Tout repose en ce que ma Volonté

  • le veut et
  • en a décidé ainsi par ses Décrets divins.

S’il y a cela, tout est fait. Et cette décision est si vraie qu’il y a des faits.

Tu dois savoir que lorsque Je suis venu sur terre comme Rédempteur, ma sainte Humanité contenait en même temps tous les Actes de ma Volonté comme dépôt à donner à la créature.

Je n’avais pas de besoins parce que J’étais la Volonté Divine Elle-même.

Mon Humanité a alors agi en Mère très tendre, en enfermant en Elle-même

  • autant de Naissances de ma Volonté que d’Actes qu’Elle a accomplis afin de
  • Leur donner le jour et la naissance dans les actes des créatures pour former dans leurs actes le Royaume des Actes de mon Fiat.

C’est pourquoi mon Fiat reste là, comme une Mère,

  • attendant avec un Amour qui Le met au supplice, de donner le jour à ces Naissances divines.

L’autre fait est que J’ai moi-même enseigné le Pater Noster, afin que tous puissent prier pour que

  • mon Règne arrive et
  • que ma Volonté soit faite sur la terre comme au ciel.

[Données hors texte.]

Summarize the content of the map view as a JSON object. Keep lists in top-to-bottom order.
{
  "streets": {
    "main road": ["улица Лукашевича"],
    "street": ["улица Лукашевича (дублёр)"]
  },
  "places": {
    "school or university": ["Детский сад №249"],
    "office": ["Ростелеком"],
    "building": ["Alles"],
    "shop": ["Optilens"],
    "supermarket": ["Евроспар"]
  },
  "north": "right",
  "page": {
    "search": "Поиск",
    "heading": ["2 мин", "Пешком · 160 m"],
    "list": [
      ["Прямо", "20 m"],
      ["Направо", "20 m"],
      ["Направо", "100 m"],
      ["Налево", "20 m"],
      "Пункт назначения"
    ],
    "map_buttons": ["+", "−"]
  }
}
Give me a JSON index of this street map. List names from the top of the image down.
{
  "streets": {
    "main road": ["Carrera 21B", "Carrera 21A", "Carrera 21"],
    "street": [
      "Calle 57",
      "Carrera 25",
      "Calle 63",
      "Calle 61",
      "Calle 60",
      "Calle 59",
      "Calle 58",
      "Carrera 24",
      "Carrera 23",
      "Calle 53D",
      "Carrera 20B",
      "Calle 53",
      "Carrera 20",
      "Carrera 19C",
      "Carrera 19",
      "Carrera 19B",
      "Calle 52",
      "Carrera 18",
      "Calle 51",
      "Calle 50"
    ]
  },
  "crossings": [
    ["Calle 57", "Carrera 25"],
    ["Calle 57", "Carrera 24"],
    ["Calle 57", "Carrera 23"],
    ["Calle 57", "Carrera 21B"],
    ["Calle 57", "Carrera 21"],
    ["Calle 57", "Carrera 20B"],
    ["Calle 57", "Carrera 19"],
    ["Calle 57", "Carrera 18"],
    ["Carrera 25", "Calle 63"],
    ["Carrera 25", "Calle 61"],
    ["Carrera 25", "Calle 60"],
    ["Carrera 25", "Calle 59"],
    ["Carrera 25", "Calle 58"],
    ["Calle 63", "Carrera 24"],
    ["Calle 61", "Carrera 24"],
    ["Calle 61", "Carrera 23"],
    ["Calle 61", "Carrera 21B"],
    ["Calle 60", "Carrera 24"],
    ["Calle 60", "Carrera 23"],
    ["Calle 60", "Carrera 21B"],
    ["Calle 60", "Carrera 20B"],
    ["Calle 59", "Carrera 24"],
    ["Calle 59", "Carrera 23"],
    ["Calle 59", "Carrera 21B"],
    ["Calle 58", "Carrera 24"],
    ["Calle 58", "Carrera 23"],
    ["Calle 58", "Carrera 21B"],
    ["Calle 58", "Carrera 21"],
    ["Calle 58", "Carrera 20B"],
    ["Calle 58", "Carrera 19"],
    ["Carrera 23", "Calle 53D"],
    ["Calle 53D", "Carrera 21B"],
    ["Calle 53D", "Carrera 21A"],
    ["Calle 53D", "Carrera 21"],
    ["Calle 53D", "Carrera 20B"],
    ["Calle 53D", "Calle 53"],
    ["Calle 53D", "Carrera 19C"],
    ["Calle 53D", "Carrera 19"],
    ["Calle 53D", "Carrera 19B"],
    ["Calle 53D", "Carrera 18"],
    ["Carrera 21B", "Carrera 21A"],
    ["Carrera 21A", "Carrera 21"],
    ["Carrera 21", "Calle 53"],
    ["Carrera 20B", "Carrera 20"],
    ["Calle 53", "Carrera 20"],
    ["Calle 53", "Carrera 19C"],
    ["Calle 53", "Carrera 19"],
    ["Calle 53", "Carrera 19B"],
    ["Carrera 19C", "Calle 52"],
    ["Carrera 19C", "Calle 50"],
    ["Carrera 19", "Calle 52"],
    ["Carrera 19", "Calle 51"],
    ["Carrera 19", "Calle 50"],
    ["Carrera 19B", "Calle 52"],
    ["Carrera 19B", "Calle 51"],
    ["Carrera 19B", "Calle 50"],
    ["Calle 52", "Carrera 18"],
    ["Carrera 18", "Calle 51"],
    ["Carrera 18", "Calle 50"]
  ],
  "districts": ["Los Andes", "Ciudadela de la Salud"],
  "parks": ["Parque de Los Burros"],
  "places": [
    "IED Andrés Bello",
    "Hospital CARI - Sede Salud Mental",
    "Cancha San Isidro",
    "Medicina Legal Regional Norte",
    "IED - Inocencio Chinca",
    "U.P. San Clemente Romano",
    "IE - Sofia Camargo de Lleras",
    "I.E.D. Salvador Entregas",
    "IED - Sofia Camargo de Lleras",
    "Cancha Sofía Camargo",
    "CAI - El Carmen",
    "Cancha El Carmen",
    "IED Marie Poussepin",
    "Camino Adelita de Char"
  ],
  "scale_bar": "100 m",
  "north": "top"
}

Si mon Règne ne devait pas venir, il aurait été inutile d’enseigner cette prière. Je ne sais pas faire des choses inutiles.

De plus, toutes ces Vérités manifestées sur ma Volonté Divine ne disent-elles pas clairement que ce Royaume viendra sur la terre,

  • non par l’œuvre des hommes,
  • mais par Celle de notre Omnipotence ?

Tout est possible lorsque Nous le voulons. Nous facilitons autant les petites choses que les grandes. Parce que toute la Vertu et la Puissance sont

  • dans notre Acte et
  • non dans le bien que reçoit l’acte de notre Puissance.

En fait, lorsque J’étais sur terre, ma Puissance courait dans tous mes Actes

Le toucher de mes Mains devenait Puissance, comme l’empire de ma Voix, etc. .

Et c’est avec la même facilité que Je rappelai à la vie

  • une jeune fille morte depuis quelques heures et
  • Lazare mort depuis quatre jours, lui dont le corps dégageait déjà une puanteur insupportable .

J’ai commandé qu’on lui enlève les bandages Et Je l’ai appelé avec l’empire de ma Voix : « Lazare, sors de là ! »

À l’appel de ma Voix

  • Lazare est ressuscité,
  • la corruption a disparu avec la puanteur, et il est revenu à la vie comme s’il n’était pas mort.

Véritable exemple de la façon dont ma Puissance peut faire renaître le Royaume de mon Fiat parmi les créatures.

Voilà un exemple palpable et certain de ma Puissance,

  • que malgré le fait que l’homme soit corrompu,
  • que la puanteur de ses fautes l’infecte plus qu’un cadavre et
  • qu’il peut être appelé un malheureux couvert de bandages qui a besoin de l’Empire divin pour le dégager des bandages de ses passions.

Mais si l’Empire de ma Puissance le revêt et le veut,

  • sa corruption n’aura plus vie. Il se relèvera en bonne santé et plus beau qu’avant.

Par conséquent, on peut tout au plus douter

  • que ma Volonté Divine ne le veuille pas parce que les hommes pourraient ne pas mériter un si grand bien.

Mais douter que ma Puissance pourrait ne pas pouvoir le faire, cela, jamais.